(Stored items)
===============

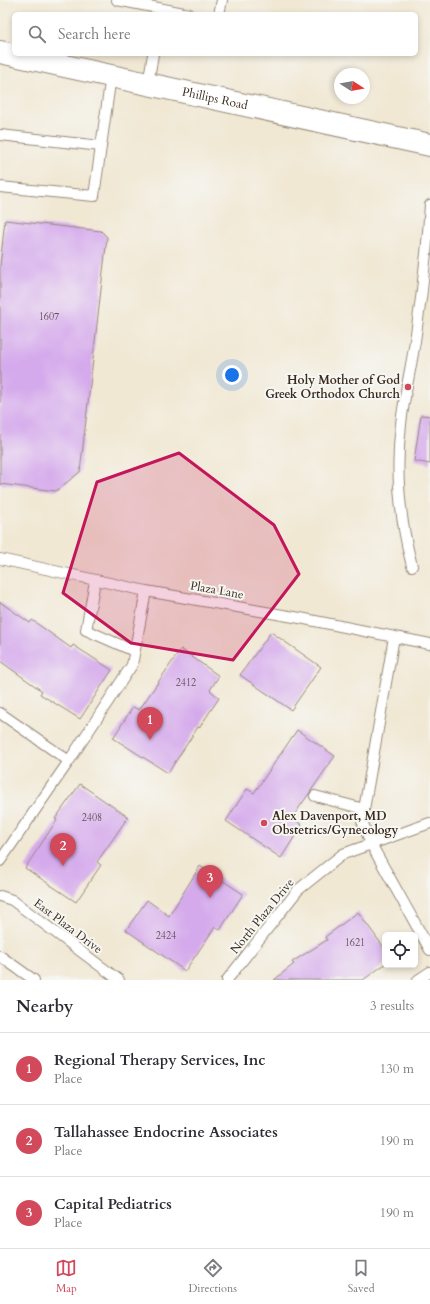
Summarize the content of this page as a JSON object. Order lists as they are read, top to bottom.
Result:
{
  "streets": {
    "street": ["Phillips Road"],
    "lane": ["Plaza Lane", "North Plaza Drive", "East Plaza Drive"]
  },
  "places": ["Holy Mother of God Greek Orthodox Church", "Alex Davenport, MD Obstetrics/Gynecology"],
  "house_numbers": [
    "1607",
    "2412",
    "2408",
    "2424",
    "1621"
  ],
  "north": "right",
  "page": {
    "search": "Search here",
    "pins": ["1", "2", "3"],
    "heading": ["Nearby", "3 results"],
    "list": [
      {
        "mark": "1",
        "name": "Regional Therapy Services, Inc",
        "note": "Place",
        "value": "130 m"
      },
      {
        "mark": "2",
        "name": "Tallahassee Endocrine Associates",
        "note": "Place",
        "value": "190 m"
      },
      {
        "mark": "3",
        "name": "Capital Pediatrics",
        "note": "Place",
        "value": "190 m"
      }
    ],
    "nav": ["Map", "Directions", "Saved"]
  }
}
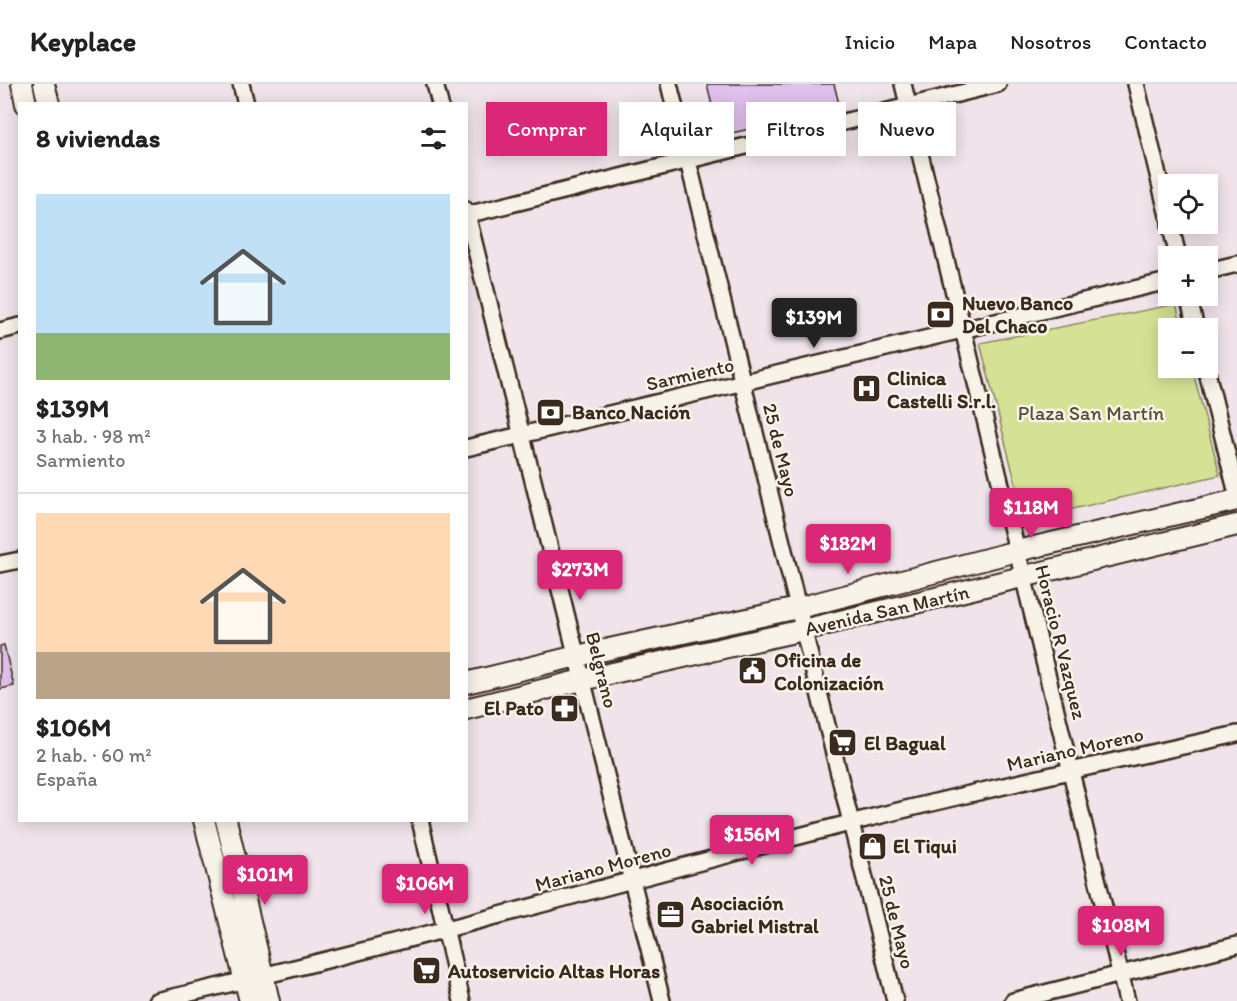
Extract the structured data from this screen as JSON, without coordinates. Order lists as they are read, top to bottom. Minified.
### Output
{"streets":{"main road":["Avenida San Martín"],"street":["Sarmiento","25 de Mayo","Horacio R Vazquez","Belgrano","Mariano Moreno"]},"crossings":[["Sarmiento","25 de Mayo"],["Sarmiento","Horacio R Vazquez"],["Sarmiento","Belgrano"],["25 de Mayo","Avenida San Martín"],["25 de Mayo","Mariano Moreno"],["Avenida San Martín","Horacio R Vazquez"],["Avenida San Martín","Belgrano"],["Horacio R Vazquez","Mariano Moreno"],["Belgrano","Mariano Moreno"]],"parks":["Plaza San Martín"],"places":{"bank":["Nuevo Banco Del Chaco","Banco Nación"],"hospital":["Clinica Castelli S.r.l."],"public building":["Oficina de Colonización"],"pharmacy":["El Pato"],"supermarket":["El Bagual","Autoservicio Altas Horas"],"shop":["El Tiqui"],"office":["Asociación Gabriel Mistral"]},"page":{"header":"Keyplace","nav":["Inicio","Mapa","Nosotros","Contacto"],"chip":["Comprar","Alquilar","Filtros","Nuevo"],"heading":"8 viviendas","map_buttons":["+","−"],"list":[{"name":"$139M","note":"3 hab. · 98 m² · Sarmiento"},{"name":"$106M","note":"2 hab. · 60 m² · España"}],"price":["$139M","$118M","$182M","$273M","$156M","$101M","$106M","$108M"]}}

===============

## [WORK TASK]
Omit the pictures, then give every record back exactly as it stands.

## [WORKED SOLUTION]
Summarize the content of this page as a JSON object. Order lists as they are read, top to bottom.
Result:
{
  "streets": {
    "street": ["Phillips Road"],
    "lane": ["Plaza Lane", "North Plaza Drive", "East Plaza Drive"]
  },
  "places": ["Holy Mother of God Greek Orthodox Church", "Alex Davenport, MD Obstetrics/Gynecology"],
  "house_numbers": [
    "1607",
    "2412",
    "2408",
    "2424",
    "1621"
  ],
  "north": "right",
  "page": {
    "search": "Search here",
    "pins": ["1", "2", "3"],
    "heading": ["Nearby", "3 results"],
    "list": [
      {
        "mark": "1",
        "name": "Regional Therapy Services, Inc",
        "note": "Place",
        "value": "130 m"
      },
      {
        "mark": "2",
        "name": "Tallahassee Endocrine Associates",
        "note": "Place",
        "value": "190 m"
      },
      {
        "mark": "3",
        "name": "Capital Pediatrics",
        "note": "Place",
        "value": "190 m"
      }
    ],
    "nav": ["Map", "Directions", "Saved"]
  }
}
Extract the structured data from this screen as JSON, without coordinates. Order lists as they are read, top to bottom. Minified.
### Output
{"streets":{"main road":["Avenida San Martín"],"street":["Sarmiento","25 de Mayo","Horacio R Vazquez","Belgrano","Mariano Moreno"]},"crossings":[["Sarmiento","25 de Mayo"],["Sarmiento","Horacio R Vazquez"],["Sarmiento","Belgrano"],["25 de Mayo","Avenida San Martín"],["25 de Mayo","Mariano Moreno"],["Avenida San Martín","Horacio R Vazquez"],["Avenida San Martín","Belgrano"],["Horacio R Vazquez","Mariano Moreno"],["Belgrano","Mariano Moreno"]],"parks":["Plaza San Martín"],"places":{"bank":["Nuevo Banco Del Chaco","Banco Nación"],"hospital":["Clinica Castelli S.r.l."],"public building":["Oficina de Colonización"],"pharmacy":["El Pato"],"supermarket":["El Bagual","Autoservicio Altas Horas"],"shop":["El Tiqui"],"office":["Asociación Gabriel Mistral"]},"page":{"header":"Keyplace","nav":["Inicio","Mapa","Nosotros","Contacto"],"chip":["Comprar","Alquilar","Filtros","Nuevo"],"heading":"8 viviendas","map_buttons":["+","−"],"list":[{"name":"$139M","note":"3 hab. · 98 m² · Sarmiento"},{"name":"$106M","note":"2 hab. · 60 m² · España"}],"price":["$139M","$118M","$182M","$273M","$156M","$101M","$106M","$108M"]}}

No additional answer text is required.